The project’s first tenants — a young mom and her baby — moved in at the end of May. At full capacity, the youth affordable housing project will provide affordable housing to 15 total youth and young families in three houses. Currently, four youth and a child live in House #1 and another four youth have been assigned and are moving into House #3.
“The quickest and most effective way to end youth homelessness is to provide safe, supportive and affordable housing options for young people,” said Carla Houser, the executive director of RYSE. “The Haleiwa Project does just that, and our Youth Housing Collaborative looks forward to similar projects in the future.”
In terms of support services, RYSE provides case management to all the residents at the Haleiwa Project. For the residents that come into the project with a housing voucher, the agency holding the voucher also offers case management support to the resident. For all other needs and support, the project has a full-time site coordinator who is there to ensure that the residents have everything they need to be successful and safe. The coordinator also teaches tenancy skills, connects youth to behavioral health and education/employment services, and maintains the property and security.

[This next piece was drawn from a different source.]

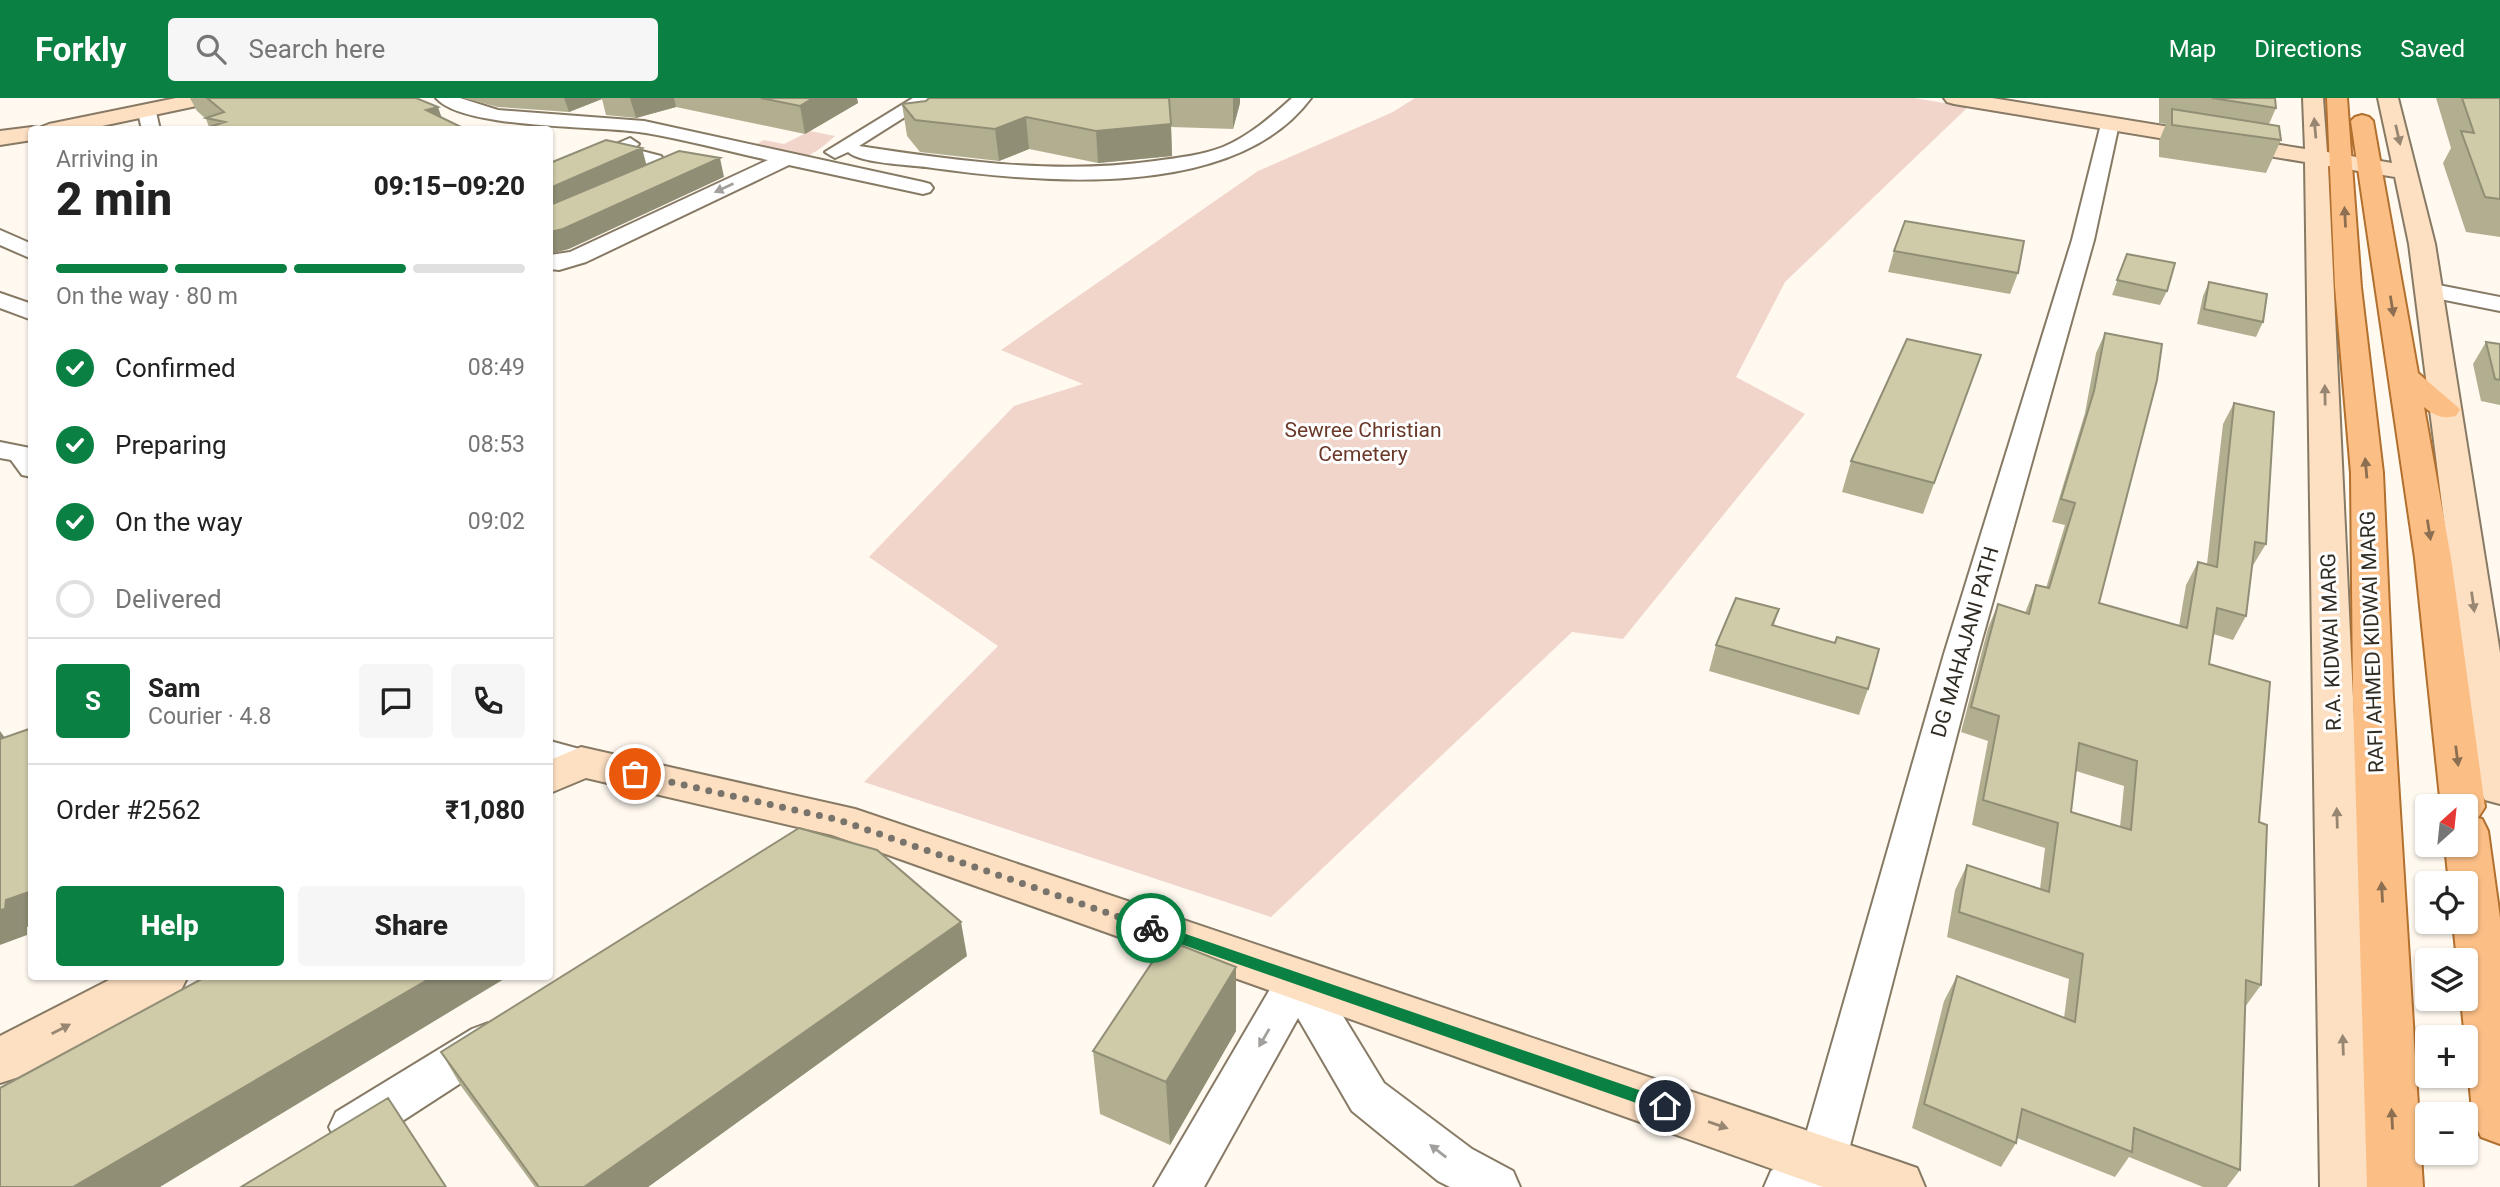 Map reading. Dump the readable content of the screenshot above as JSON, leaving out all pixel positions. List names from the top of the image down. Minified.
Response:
{"streets":{"main road":["RAFI AHMED KIDWAI MARG"],"street":["DG MAHAJANI PATH","R.A. KIDWAI MARG"]},"crossings":[["R.A. KIDWAI MARG","RAFI AHMED KIDWAI MARG"]],"parks":["Sewree Christian Cemetery"],"north":"top right","page":{"header":"Forkly","search":"Search here","nav":["Map","Directions","Saved"],"heading":["2 min","Arriving in","09:15–09:20"],"panel":["Sam","Courier · 4.8","Order #2562","₹1,080"],"bar":"On the way · 80 m","list":[["Confirmed","08:49"],["Preparing","08:53"],["On the way","09:02"],"Delivered"],"round":"S","map_buttons":["+","−"],"buttons":["Help","Share"]}}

“This housing project with case management and wraparound support is the first step on a path to security, sustainability and independence,” said Nicky Winter, executive director of ALEA Bridge. “The Haleiwa Project offers so much more than just housing; it offers hope and the promise of a brighter future.”
The program is funded by housing subsidies and rent paid by the youth. At full capacity, the Haleiwa Project will be a self-sustaining program where all revenue from tenants will be put directly back into the project to cover any expenses generated.
Thank you to RYSE, ASI and ALEA Bridge for your collaborative efforts!